Stored data entries
▬▬▬▬▬▬▬▬▬▬

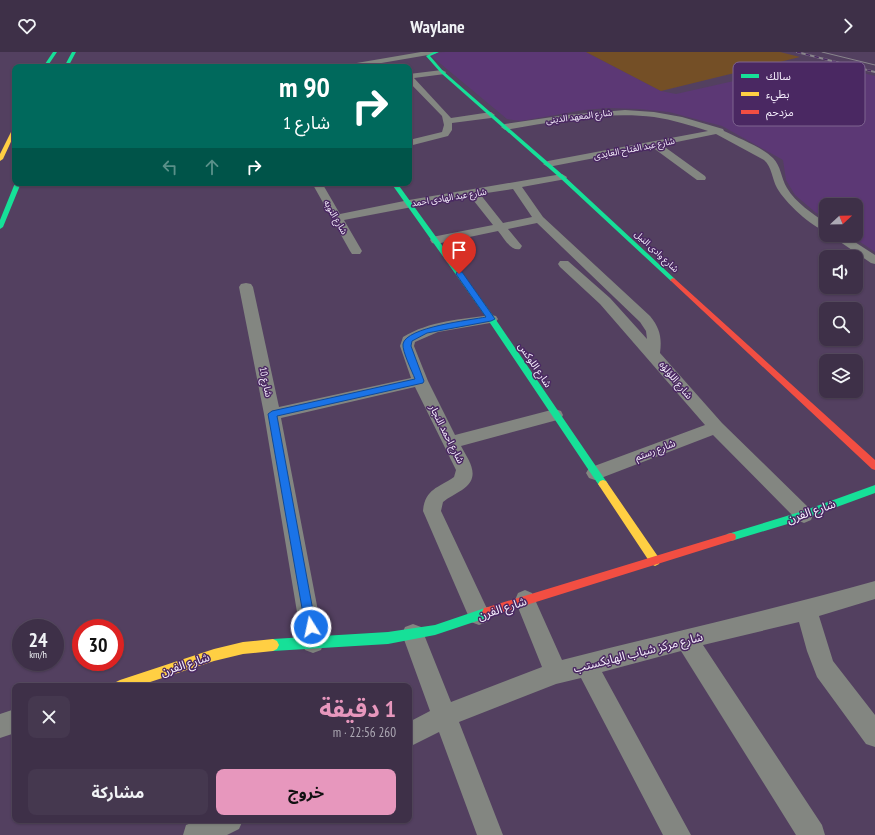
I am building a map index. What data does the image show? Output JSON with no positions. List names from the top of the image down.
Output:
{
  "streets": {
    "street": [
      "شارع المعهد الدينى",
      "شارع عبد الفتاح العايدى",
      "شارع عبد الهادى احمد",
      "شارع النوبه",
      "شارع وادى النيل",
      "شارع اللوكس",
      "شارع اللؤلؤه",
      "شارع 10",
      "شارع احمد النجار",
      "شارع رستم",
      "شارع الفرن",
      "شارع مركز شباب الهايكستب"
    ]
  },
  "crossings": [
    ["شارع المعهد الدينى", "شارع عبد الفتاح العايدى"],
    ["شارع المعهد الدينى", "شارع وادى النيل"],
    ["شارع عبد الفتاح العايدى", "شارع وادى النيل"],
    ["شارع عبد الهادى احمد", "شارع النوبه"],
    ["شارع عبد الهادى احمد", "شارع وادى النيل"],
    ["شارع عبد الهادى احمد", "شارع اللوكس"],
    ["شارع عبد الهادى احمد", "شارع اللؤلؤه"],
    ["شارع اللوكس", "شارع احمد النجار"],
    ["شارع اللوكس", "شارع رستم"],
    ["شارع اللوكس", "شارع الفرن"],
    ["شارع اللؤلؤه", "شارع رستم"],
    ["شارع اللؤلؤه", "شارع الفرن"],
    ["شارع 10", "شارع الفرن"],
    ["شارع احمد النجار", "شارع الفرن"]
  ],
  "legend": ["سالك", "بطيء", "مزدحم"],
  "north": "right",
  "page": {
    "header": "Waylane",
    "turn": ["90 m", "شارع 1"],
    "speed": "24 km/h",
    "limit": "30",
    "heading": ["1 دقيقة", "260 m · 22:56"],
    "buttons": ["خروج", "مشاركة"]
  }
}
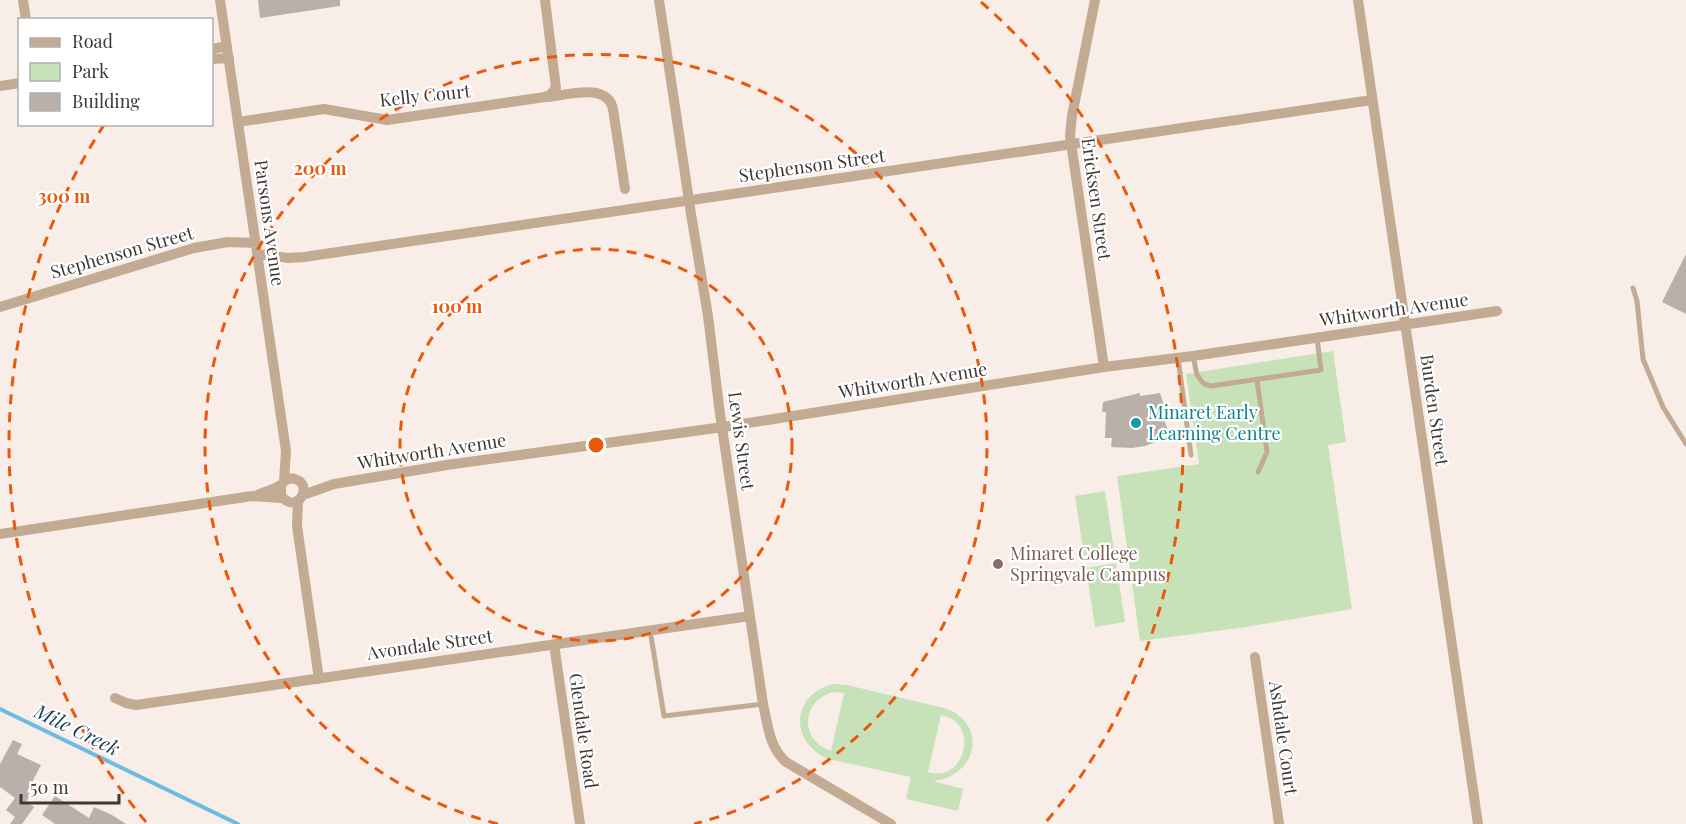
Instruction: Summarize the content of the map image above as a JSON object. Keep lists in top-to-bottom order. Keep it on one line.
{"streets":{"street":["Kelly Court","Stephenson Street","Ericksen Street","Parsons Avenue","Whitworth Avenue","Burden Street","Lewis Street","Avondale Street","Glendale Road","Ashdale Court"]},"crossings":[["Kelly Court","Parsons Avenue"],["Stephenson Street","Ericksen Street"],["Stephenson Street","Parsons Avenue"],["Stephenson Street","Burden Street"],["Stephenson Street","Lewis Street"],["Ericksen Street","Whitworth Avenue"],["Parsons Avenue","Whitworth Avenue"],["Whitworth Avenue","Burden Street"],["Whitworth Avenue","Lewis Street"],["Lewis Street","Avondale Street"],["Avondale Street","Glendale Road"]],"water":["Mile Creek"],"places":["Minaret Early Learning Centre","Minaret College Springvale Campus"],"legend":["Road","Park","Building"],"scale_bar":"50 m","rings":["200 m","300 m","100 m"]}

▬▬▬▬▬▬▬▬▬▬

Assigned task - Looking at the records above, which lines contain "وادى"? Copy those lines.

Result for this task -
      "شارع وادى النيل",
    ["شارع المعهد الدينى", "شارع وادى النيل"],
    ["شارع عبد الفتاح العايدى", "شارع وادى النيل"],
    ["شارع عبد الهادى احمد", "شارع وادى النيل"],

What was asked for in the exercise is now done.